## TASK
All of the data that follows should be retyped exactly, please, except the pictures.

## DATASET
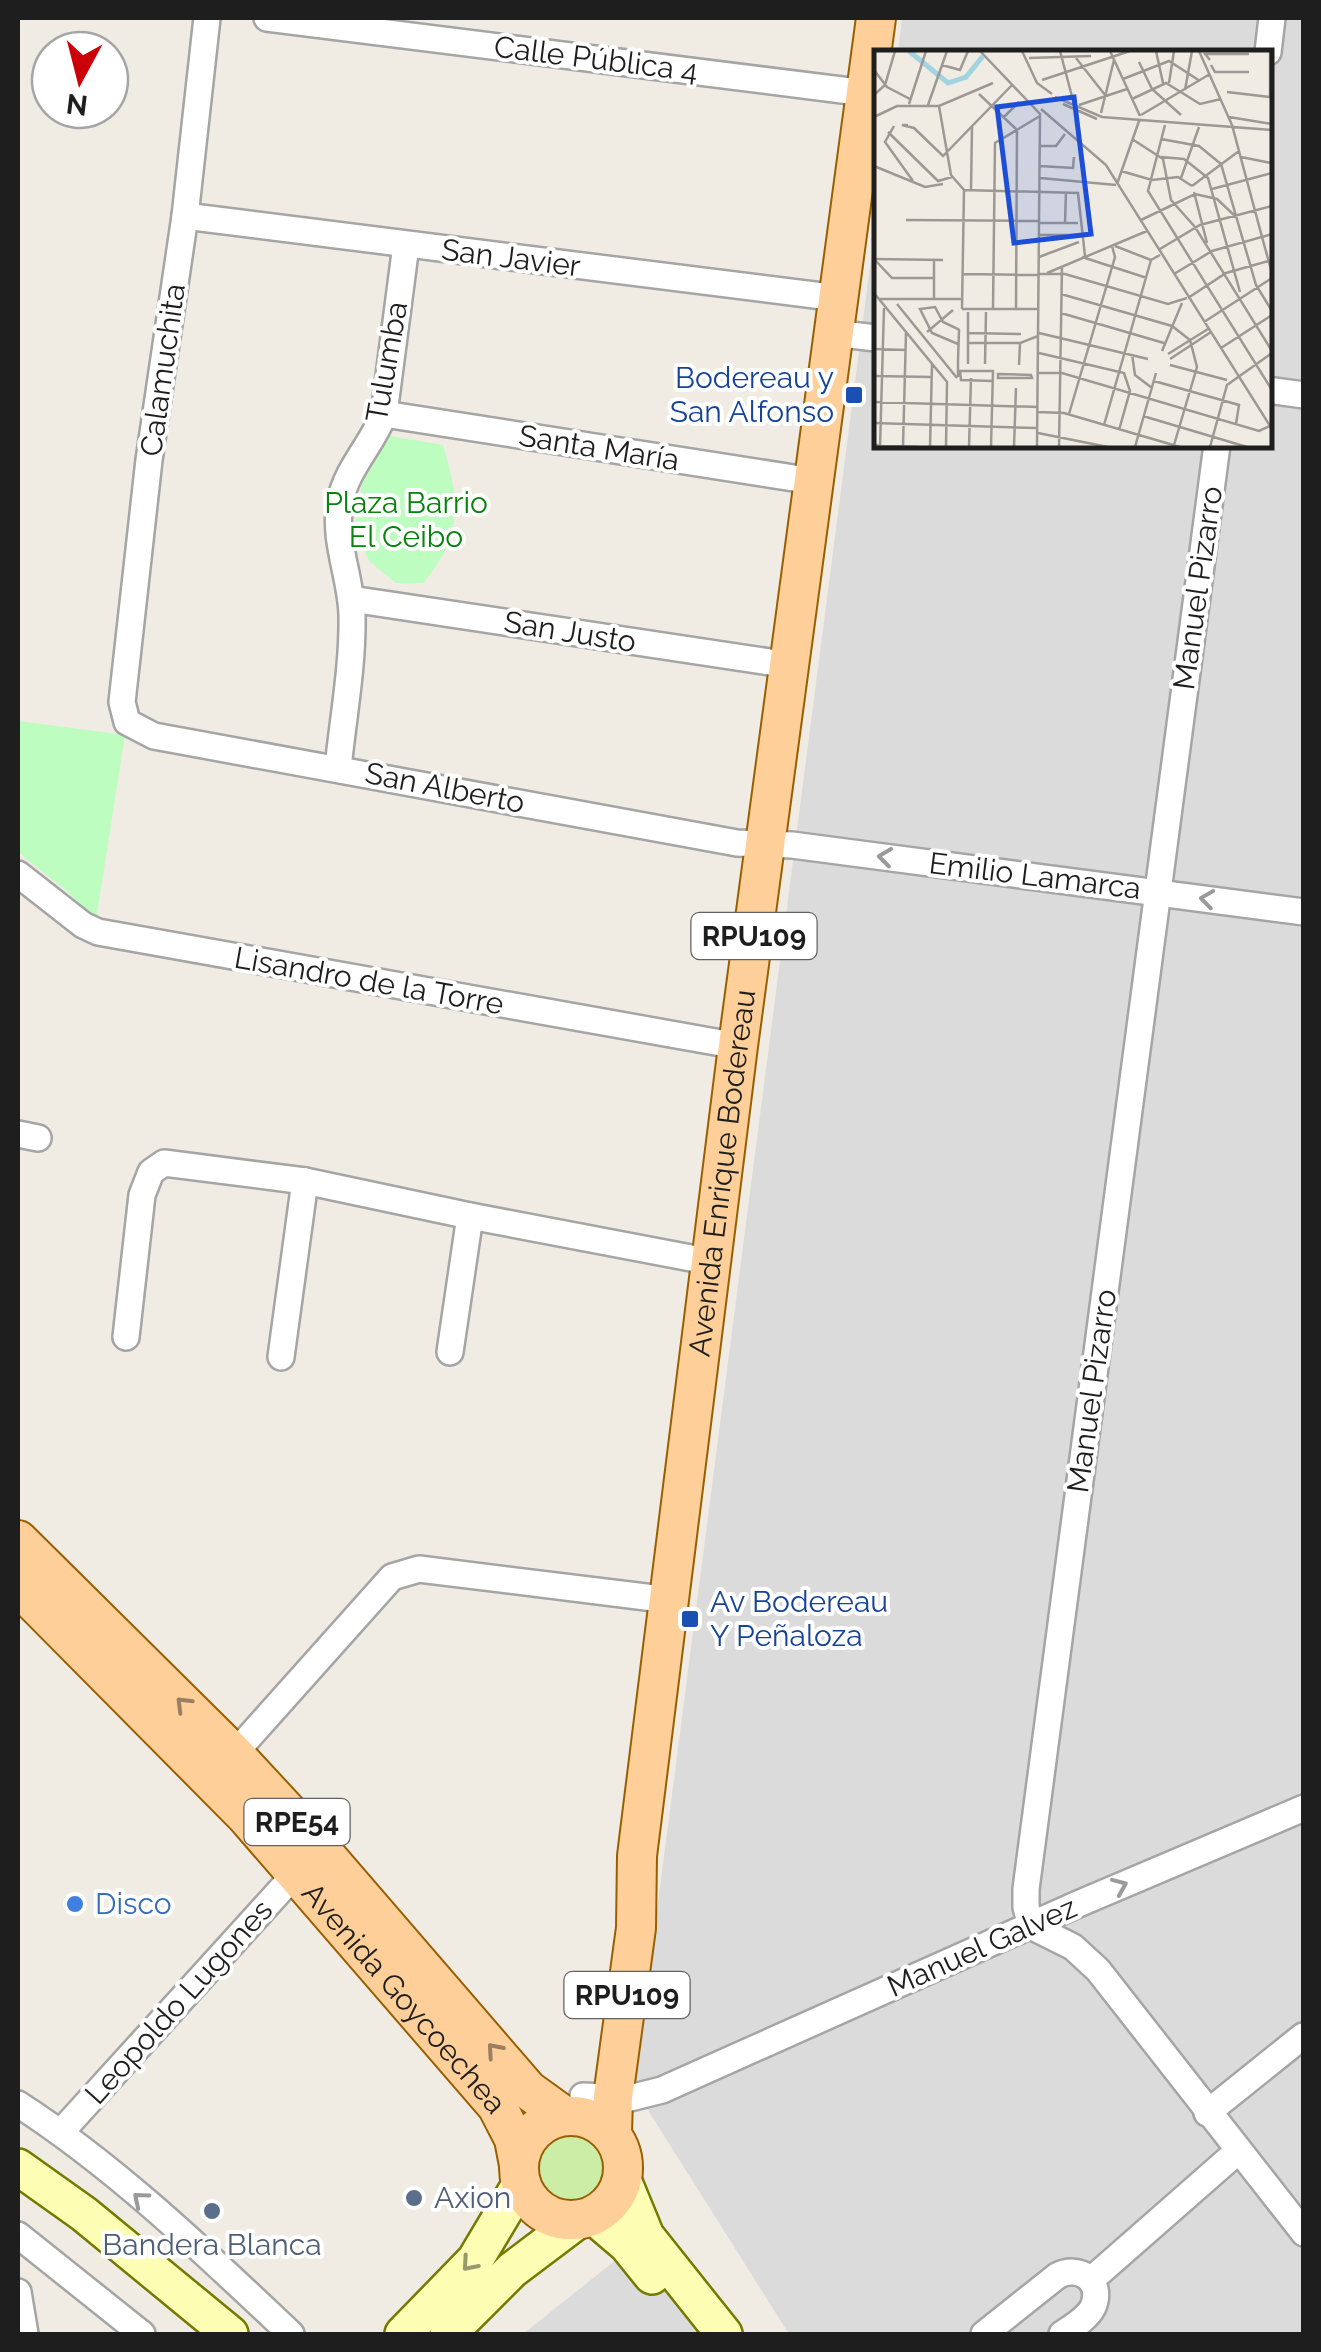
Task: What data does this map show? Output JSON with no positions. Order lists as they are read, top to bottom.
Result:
{
  "streets": {
    "main road": [
      "RPU109",
      "Avenida Enrique Bodereau",
      "RPE54",
      "Avenida Goycoechea"
    ],
    "street": [
      "Calle Pública 4",
      "San Javier",
      "Tulumba",
      "Calamuchita",
      "Santa María",
      "Manuel Pizarro",
      "San Justo",
      "San Alberto",
      "Emilio Lamarca",
      "Lisandro de la Torre",
      "Manuel Galvez",
      "Leopoldo Lugones"
    ]
  },
  "crossings": [
    ["Calle Pública 4", "Avenida Enrique Bodereau"],
    ["San Javier", "Tulumba"],
    ["San Javier", "Calamuchita"],
    ["San Javier", "Avenida Enrique Bodereau"],
    ["Tulumba", "Santa María"],
    ["Tulumba", "San Justo"],
    ["Tulumba", "San Alberto"],
    ["Calamuchita", "San Alberto"],
    ["Santa María", "Avenida Enrique Bodereau"],
    ["Manuel Pizarro", "Emilio Lamarca"],
    ["Manuel Pizarro", "Manuel Galvez"],
    ["San Justo", "Avenida Enrique Bodereau"],
    ["San Alberto", "Emilio Lamarca"],
    ["San Alberto", "Avenida Enrique Bodereau"],
    ["Emilio Lamarca", "Avenida Enrique Bodereau"],
    ["Lisandro de la Torre", "Avenida Enrique Bodereau"],
    ["Avenida Enrique Bodereau", "RPE54"],
    ["Avenida Enrique Bodereau", "Manuel Galvez"],
    ["Avenida Enrique Bodereau", "Avenida Goycoechea"],
    ["RPE54", "Manuel Galvez"],
    ["RPE54", "Avenida Goycoechea"],
    ["Manuel Galvez", "Avenida Goycoechea"],
    ["Avenida Goycoechea", "Leopoldo Lugones"]
  ],
  "one_way": ["Emilio Lamarca"],
  "parks": ["Plaza Barrio El Ceibo"],
  "places": {
    "transit": ["Bodereau y San Alfonso", "Av Bodereau Y Peñaloza"],
    "other": ["Disco", "Axion", "Bandera Blanca"]
  },
  "north": "bottom"
}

## WORKED SOLUTION
Task: What data does this map show? Output JSON with no positions. Order lists as they are read, top to bottom.
Result:
{
  "streets": {
    "main road": [
      "RPU109",
      "Avenida Enrique Bodereau",
      "RPE54",
      "Avenida Goycoechea"
    ],
    "street": [
      "Calle Pública 4",
      "San Javier",
      "Tulumba",
      "Calamuchita",
      "Santa María",
      "Manuel Pizarro",
      "San Justo",
      "San Alberto",
      "Emilio Lamarca",
      "Lisandro de la Torre",
      "Manuel Galvez",
      "Leopoldo Lugones"
    ]
  },
  "crossings": [
    ["Calle Pública 4", "Avenida Enrique Bodereau"],
    ["San Javier", "Tulumba"],
    ["San Javier", "Calamuchita"],
    ["San Javier", "Avenida Enrique Bodereau"],
    ["Tulumba", "Santa María"],
    ["Tulumba", "San Justo"],
    ["Tulumba", "San Alberto"],
    ["Calamuchita", "San Alberto"],
    ["Santa María", "Avenida Enrique Bodereau"],
    ["Manuel Pizarro", "Emilio Lamarca"],
    ["Manuel Pizarro", "Manuel Galvez"],
    ["San Justo", "Avenida Enrique Bodereau"],
    ["San Alberto", "Emilio Lamarca"],
    ["San Alberto", "Avenida Enrique Bodereau"],
    ["Emilio Lamarca", "Avenida Enrique Bodereau"],
    ["Lisandro de la Torre", "Avenida Enrique Bodereau"],
    ["Avenida Enrique Bodereau", "RPE54"],
    ["Avenida Enrique Bodereau", "Manuel Galvez"],
    ["Avenida Enrique Bodereau", "Avenida Goycoechea"],
    ["RPE54", "Manuel Galvez"],
    ["RPE54", "Avenida Goycoechea"],
    ["Manuel Galvez", "Avenida Goycoechea"],
    ["Avenida Goycoechea", "Leopoldo Lugones"]
  ],
  "one_way": ["Emilio Lamarca"],
  "parks": ["Plaza Barrio El Ceibo"],
  "places": {
    "transit": ["Bodereau y San Alfonso", "Av Bodereau Y Peñaloza"],
    "other": ["Disco", "Axion", "Bandera Blanca"]
  },
  "north": "bottom"
}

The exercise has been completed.